┌─ Material to process
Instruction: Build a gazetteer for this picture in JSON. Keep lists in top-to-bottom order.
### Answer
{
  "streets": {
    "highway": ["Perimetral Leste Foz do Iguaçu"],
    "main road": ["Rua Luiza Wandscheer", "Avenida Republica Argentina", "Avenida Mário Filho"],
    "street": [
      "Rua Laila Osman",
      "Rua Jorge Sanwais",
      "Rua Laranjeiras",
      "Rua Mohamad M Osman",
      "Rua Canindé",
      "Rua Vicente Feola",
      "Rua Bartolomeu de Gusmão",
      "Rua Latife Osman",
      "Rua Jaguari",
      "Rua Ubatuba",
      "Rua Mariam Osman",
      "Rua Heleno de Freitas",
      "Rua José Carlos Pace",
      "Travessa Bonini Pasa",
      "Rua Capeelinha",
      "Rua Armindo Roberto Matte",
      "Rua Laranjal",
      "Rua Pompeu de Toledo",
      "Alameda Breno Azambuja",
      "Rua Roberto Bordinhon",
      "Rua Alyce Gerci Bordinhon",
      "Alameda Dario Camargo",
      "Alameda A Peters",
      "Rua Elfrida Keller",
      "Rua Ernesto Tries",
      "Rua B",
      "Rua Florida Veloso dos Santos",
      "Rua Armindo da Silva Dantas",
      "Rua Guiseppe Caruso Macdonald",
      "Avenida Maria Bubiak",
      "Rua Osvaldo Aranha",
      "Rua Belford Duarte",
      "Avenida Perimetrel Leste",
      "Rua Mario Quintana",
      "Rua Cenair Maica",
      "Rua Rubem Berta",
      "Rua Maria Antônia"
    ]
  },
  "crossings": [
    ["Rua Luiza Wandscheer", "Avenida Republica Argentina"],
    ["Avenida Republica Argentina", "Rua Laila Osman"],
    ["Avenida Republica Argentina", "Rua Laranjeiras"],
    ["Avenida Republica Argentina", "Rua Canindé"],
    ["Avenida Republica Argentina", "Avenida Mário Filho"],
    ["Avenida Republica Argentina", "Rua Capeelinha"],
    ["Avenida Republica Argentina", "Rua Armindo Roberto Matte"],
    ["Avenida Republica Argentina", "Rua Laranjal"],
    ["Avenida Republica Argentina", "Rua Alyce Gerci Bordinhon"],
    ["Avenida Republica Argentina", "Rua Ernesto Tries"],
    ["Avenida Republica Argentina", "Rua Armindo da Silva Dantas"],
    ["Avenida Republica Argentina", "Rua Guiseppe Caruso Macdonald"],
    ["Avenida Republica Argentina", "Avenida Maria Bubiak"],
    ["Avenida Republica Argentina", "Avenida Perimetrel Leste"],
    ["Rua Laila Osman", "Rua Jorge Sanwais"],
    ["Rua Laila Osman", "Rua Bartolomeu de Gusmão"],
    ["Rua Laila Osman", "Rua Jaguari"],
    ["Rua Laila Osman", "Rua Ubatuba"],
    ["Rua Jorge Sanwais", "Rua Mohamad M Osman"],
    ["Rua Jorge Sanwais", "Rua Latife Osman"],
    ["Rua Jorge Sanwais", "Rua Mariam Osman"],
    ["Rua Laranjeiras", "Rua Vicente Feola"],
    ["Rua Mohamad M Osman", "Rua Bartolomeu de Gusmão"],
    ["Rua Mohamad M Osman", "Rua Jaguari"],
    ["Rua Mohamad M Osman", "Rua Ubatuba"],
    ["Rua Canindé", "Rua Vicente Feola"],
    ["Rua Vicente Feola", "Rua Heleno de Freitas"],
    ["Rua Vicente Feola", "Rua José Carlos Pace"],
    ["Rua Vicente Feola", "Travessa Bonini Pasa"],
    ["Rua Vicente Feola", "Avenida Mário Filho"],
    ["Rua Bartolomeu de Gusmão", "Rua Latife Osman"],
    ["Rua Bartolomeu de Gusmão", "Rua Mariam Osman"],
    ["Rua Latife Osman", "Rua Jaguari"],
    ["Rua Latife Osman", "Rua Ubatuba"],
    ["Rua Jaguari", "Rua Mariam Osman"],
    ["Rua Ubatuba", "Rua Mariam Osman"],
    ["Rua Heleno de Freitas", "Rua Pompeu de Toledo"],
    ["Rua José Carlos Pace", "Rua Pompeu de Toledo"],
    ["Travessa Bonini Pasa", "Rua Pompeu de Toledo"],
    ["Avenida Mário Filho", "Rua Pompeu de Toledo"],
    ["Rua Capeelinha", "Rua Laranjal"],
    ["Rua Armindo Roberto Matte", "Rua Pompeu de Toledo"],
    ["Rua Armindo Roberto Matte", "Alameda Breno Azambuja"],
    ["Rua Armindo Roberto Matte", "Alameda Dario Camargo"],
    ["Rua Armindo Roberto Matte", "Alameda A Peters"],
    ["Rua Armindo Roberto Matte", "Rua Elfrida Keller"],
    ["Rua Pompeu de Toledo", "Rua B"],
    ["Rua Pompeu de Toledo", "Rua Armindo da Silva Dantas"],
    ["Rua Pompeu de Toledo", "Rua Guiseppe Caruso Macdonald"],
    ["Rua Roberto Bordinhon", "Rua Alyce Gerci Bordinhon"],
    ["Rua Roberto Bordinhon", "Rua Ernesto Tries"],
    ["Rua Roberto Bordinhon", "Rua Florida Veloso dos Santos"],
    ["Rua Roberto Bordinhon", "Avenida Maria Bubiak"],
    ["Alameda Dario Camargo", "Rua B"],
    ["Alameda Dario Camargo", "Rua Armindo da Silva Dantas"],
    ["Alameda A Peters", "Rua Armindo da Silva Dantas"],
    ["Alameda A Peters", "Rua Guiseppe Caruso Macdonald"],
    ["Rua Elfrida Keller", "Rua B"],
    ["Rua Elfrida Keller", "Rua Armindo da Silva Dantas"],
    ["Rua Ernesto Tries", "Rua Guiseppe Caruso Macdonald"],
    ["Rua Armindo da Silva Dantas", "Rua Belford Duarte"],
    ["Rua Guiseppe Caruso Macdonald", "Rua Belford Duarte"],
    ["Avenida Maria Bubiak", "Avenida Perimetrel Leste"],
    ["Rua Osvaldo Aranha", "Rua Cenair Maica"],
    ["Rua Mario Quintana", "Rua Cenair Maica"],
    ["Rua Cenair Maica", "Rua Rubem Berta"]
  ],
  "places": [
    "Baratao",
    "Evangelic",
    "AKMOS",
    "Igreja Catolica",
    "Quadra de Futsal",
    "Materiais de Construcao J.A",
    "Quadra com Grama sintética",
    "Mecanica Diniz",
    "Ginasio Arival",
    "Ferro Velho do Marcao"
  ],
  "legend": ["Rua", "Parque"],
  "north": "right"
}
└─
• **Exercise brief**:
Set down every entry once more, exactly as it was written above.

• **Task response**:
Instruction: Build a gazetteer for this picture in JSON. Keep lists in top-to-bottom order.
### Answer
{
  "streets": {
    "highway": ["Perimetral Leste Foz do Iguaçu"],
    "main road": ["Rua Luiza Wandscheer", "Avenida Republica Argentina", "Avenida Mário Filho"],
    "street": [
      "Rua Laila Osman",
      "Rua Jorge Sanwais",
      "Rua Laranjeiras",
      "Rua Mohamad M Osman",
      "Rua Canindé",
      "Rua Vicente Feola",
      "Rua Bartolomeu de Gusmão",
      "Rua Latife Osman",
      "Rua Jaguari",
      "Rua Ubatuba",
      "Rua Mariam Osman",
      "Rua Heleno de Freitas",
      "Rua José Carlos Pace",
      "Travessa Bonini Pasa",
      "Rua Capeelinha",
      "Rua Armindo Roberto Matte",
      "Rua Laranjal",
      "Rua Pompeu de Toledo",
      "Alameda Breno Azambuja",
      "Rua Roberto Bordinhon",
      "Rua Alyce Gerci Bordinhon",
      "Alameda Dario Camargo",
      "Alameda A Peters",
      "Rua Elfrida Keller",
      "Rua Ernesto Tries",
      "Rua B",
      "Rua Florida Veloso dos Santos",
      "Rua Armindo da Silva Dantas",
      "Rua Guiseppe Caruso Macdonald",
      "Avenida Maria Bubiak",
      "Rua Osvaldo Aranha",
      "Rua Belford Duarte",
      "Avenida Perimetrel Leste",
      "Rua Mario Quintana",
      "Rua Cenair Maica",
      "Rua Rubem Berta",
      "Rua Maria Antônia"
    ]
  },
  "crossings": [
    ["Rua Luiza Wandscheer", "Avenida Republica Argentina"],
    ["Avenida Republica Argentina", "Rua Laila Osman"],
    ["Avenida Republica Argentina", "Rua Laranjeiras"],
    ["Avenida Republica Argentina", "Rua Canindé"],
    ["Avenida Republica Argentina", "Avenida Mário Filho"],
    ["Avenida Republica Argentina", "Rua Capeelinha"],
    ["Avenida Republica Argentina", "Rua Armindo Roberto Matte"],
    ["Avenida Republica Argentina", "Rua Laranjal"],
    ["Avenida Republica Argentina", "Rua Alyce Gerci Bordinhon"],
    ["Avenida Republica Argentina", "Rua Ernesto Tries"],
    ["Avenida Republica Argentina", "Rua Armindo da Silva Dantas"],
    ["Avenida Republica Argentina", "Rua Guiseppe Caruso Macdonald"],
    ["Avenida Republica Argentina", "Avenida Maria Bubiak"],
    ["Avenida Republica Argentina", "Avenida Perimetrel Leste"],
    ["Rua Laila Osman", "Rua Jorge Sanwais"],
    ["Rua Laila Osman", "Rua Bartolomeu de Gusmão"],
    ["Rua Laila Osman", "Rua Jaguari"],
    ["Rua Laila Osman", "Rua Ubatuba"],
    ["Rua Jorge Sanwais", "Rua Mohamad M Osman"],
    ["Rua Jorge Sanwais", "Rua Latife Osman"],
    ["Rua Jorge Sanwais", "Rua Mariam Osman"],
    ["Rua Laranjeiras", "Rua Vicente Feola"],
    ["Rua Mohamad M Osman", "Rua Bartolomeu de Gusmão"],
    ["Rua Mohamad M Osman", "Rua Jaguari"],
    ["Rua Mohamad M Osman", "Rua Ubatuba"],
    ["Rua Canindé", "Rua Vicente Feola"],
    ["Rua Vicente Feola", "Rua Heleno de Freitas"],
    ["Rua Vicente Feola", "Rua José Carlos Pace"],
    ["Rua Vicente Feola", "Travessa Bonini Pasa"],
    ["Rua Vicente Feola", "Avenida Mário Filho"],
    ["Rua Bartolomeu de Gusmão", "Rua Latife Osman"],
    ["Rua Bartolomeu de Gusmão", "Rua Mariam Osman"],
    ["Rua Latife Osman", "Rua Jaguari"],
    ["Rua Latife Osman", "Rua Ubatuba"],
    ["Rua Jaguari", "Rua Mariam Osman"],
    ["Rua Ubatuba", "Rua Mariam Osman"],
    ["Rua Heleno de Freitas", "Rua Pompeu de Toledo"],
    ["Rua José Carlos Pace", "Rua Pompeu de Toledo"],
    ["Travessa Bonini Pasa", "Rua Pompeu de Toledo"],
    ["Avenida Mário Filho", "Rua Pompeu de Toledo"],
    ["Rua Capeelinha", "Rua Laranjal"],
    ["Rua Armindo Roberto Matte", "Rua Pompeu de Toledo"],
    ["Rua Armindo Roberto Matte", "Alameda Breno Azambuja"],
    ["Rua Armindo Roberto Matte", "Alameda Dario Camargo"],
    ["Rua Armindo Roberto Matte", "Alameda A Peters"],
    ["Rua Armindo Roberto Matte", "Rua Elfrida Keller"],
    ["Rua Pompeu de Toledo", "Rua B"],
    ["Rua Pompeu de Toledo", "Rua Armindo da Silva Dantas"],
    ["Rua Pompeu de Toledo", "Rua Guiseppe Caruso Macdonald"],
    ["Rua Roberto Bordinhon", "Rua Alyce Gerci Bordinhon"],
    ["Rua Roberto Bordinhon", "Rua Ernesto Tries"],
    ["Rua Roberto Bordinhon", "Rua Florida Veloso dos Santos"],
    ["Rua Roberto Bordinhon", "Avenida Maria Bubiak"],
    ["Alameda Dario Camargo", "Rua B"],
    ["Alameda Dario Camargo", "Rua Armindo da Silva Dantas"],
    ["Alameda A Peters", "Rua Armindo da Silva Dantas"],
    ["Alameda A Peters", "Rua Guiseppe Caruso Macdonald"],
    ["Rua Elfrida Keller", "Rua B"],
    ["Rua Elfrida Keller", "Rua Armindo da Silva Dantas"],
    ["Rua Ernesto Tries", "Rua Guiseppe Caruso Macdonald"],
    ["Rua Armindo da Silva Dantas", "Rua Belford Duarte"],
    ["Rua Guiseppe Caruso Macdonald", "Rua Belford Duarte"],
    ["Avenida Maria Bubiak", "Avenida Perimetrel Leste"],
    ["Rua Osvaldo Aranha", "Rua Cenair Maica"],
    ["Rua Mario Quintana", "Rua Cenair Maica"],
    ["Rua Cenair Maica", "Rua Rubem Berta"]
  ],
  "places": [
    "Baratao",
    "Evangelic",
    "AKMOS",
    "Igreja Catolica",
    "Quadra de Futsal",
    "Materiais de Construcao J.A",
    "Quadra com Grama sintética",
    "Mecanica Diniz",
    "Ginasio Arival",
    "Ferro Velho do Marcao"
  ],
  "legend": ["Rua", "Parque"],
  "north": "right"
}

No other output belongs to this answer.